As always, evolving Internet technologies present both opportunities and risks. Web 2.0 has introduced unprecedented interactivity through social networking, collaborative work environments, and online applications. MySpace, YouTube, Craigslist, and Wikipedia, as well as web services including sites like Amazon, eBay, and Gmail, encourage self-publishing. They also encourage high interaction between users through blogs, RSS feeds, podcasts, and other technologies.

Attracting huge numbers of visitors, these sites have become extremely attractive to hackers.
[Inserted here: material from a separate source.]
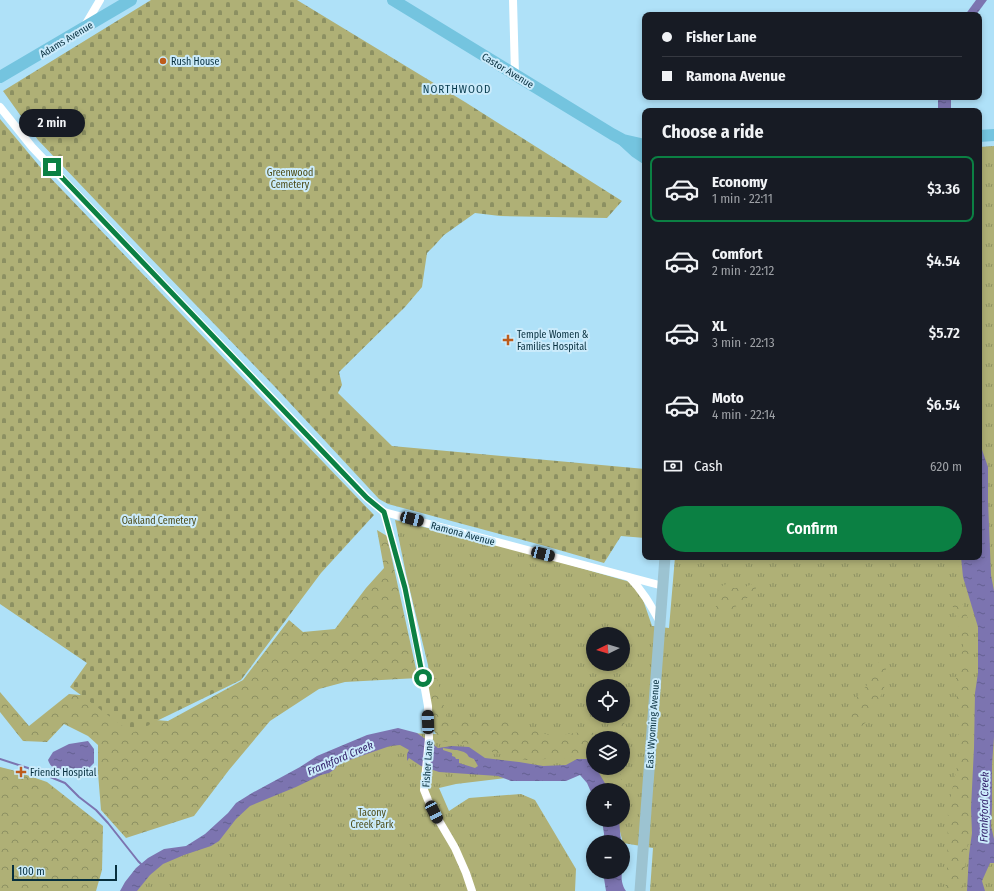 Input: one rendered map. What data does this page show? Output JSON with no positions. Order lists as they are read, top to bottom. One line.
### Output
{"streets":{"main road":["Adams Avenue","Castor Avenue"],"street":["Ramona Avenue","East Wyoming Avenue","Fisher Lane"]},"crossings":[["Ramona Avenue","East Wyoming Avenue"],["Ramona Avenue","Fisher Lane"]],"districts":["NORTHWOOD"],"water":["Frankford Creek"],"parks":["Greenwood Cemetery","Oakland Cemetery","Tacony Creek Park"],"places":{"other":["Rush House"],"health":["Temple Women & Families Hospital","Friends Hospital"]},"scale_bar":"100 m","north":"left","page":{"banner":["Fisher Lane","Ramona Avenue"],"heading":"Choose a ride","bubble":"2 min","list":[{"name":"Economy","note":"1 min · 22:11","value":"$3.36"},{"name":"Comfort","note":"2 min · 22:12","value":"$4.54"},{"name":"XL","note":"3 min · 22:13","value":"$5.72"},{"name":"Moto","note":"4 min · 22:14","value":"$6.54"}],"pay":["Cash","620 m"],"buttons":"Confirm","map_buttons":["+","−"],"scale":"100 m"}}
What is more, the very technology that attracts user participation makes the sites more susceptible to corruption with malware that can bring down corporate networks or with spyware that can steal organizational data.
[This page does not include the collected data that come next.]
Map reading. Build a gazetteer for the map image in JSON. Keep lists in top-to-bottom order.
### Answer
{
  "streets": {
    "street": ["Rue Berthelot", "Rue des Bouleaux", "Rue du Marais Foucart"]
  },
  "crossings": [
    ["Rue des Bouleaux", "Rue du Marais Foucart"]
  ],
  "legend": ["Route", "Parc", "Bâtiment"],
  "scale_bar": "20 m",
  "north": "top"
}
According to analyst Christian Christiansen, vice president for security products and services at IDC, criminals are increasingly attacking companies through Web 2.0 sites and services. "We're seeing a change in the threat environment," says Christiansen. "Instead of the threats, the malicious code, being distributed as email attachments, we're seeing more and more that they're being embedded in Web 2.0 links. In the past, what you saw was an immediate effect, now we're seeing much greater levels of subterfuge and much more sophisticated attacks." ["Web 2.0 is 'security risk,'", 10/7/07]

"Risk reduction requires policy managements and layered protection - at the gateway to the Internet as well as at the endpoint [desktops, laptops and servers]," says Christiansen. "You need a whole series of checks and balances."

Lightspeed Systems's Total Traffic Control delivers several layers of protection without sacrificing access to desirable Web-based tools.

Stopping malware at the Internet gateway
At the gateway, malware is stopped in two proven ways. First, Lightspeed's content filtering leverages an industry-leading 20+ million-entry database of websites, URLs and IP addresses. It is populated by Lightspeed customers who opt in to daily share the sites their users are visiting and by Lightspeed's unrelenting "army" of computers that crawls and downloads the entire Internet in regular cycles.

"In looking at the message headers, the program is very good at detecting what is spam and what is not."

Paul Rische
Director Technology, San Jose Unified School District

Each site is analyzed for content type and presence of malware including viruses, worms, key loggers, and spyware. Once analyzed, the sites are categorized and stored in the Lightspeed content database. Database updates are pushed out to customers daily.

Second, multi-pronged proxy blocking techniques prevent attempts to anonymously bypass the filter and expose the network to malware.

Stopping malware at the desktop
To protect against newly corrupted sites, Lightspeed's security suite includes a client Security Agent. The Security Agent consists of program permissions and antivirus software, which is updated daily with new virus signatures.

Web 2.0 site hackers employ script-type viruses because scripts are what enable such common features as videos and stock tickers. The Security Agent scans all scripts at the desktop level and prevents virus-infected scripts from executing. When visiting a site tainted with script-type viruses, the site's uninfected information will still display while the Security Agent stops the contaminated script from running.

Scanning for viruses at the desktop level is preferable over the gateway because only a particular machine's traffic is being checked—not an entire gateway's traffic. As a result, no latency is incurred.

Stopping malware at the email gateway
Finally, Lightspeed's security suite includes virus scanning at the email gateway where malware remains a prevalent threat. The Lightspeed antivirus software undergoes constant quality testing. Its foundation is an extensive collection of viruses that is built up daily through a wide variety of sources.

Lightspeed Systems's Total Traffic Control protects organizations from the risks of Web 2.0 while still allowing access to legitimate content by providing security at the Internet gateway, email gateway, and desktop.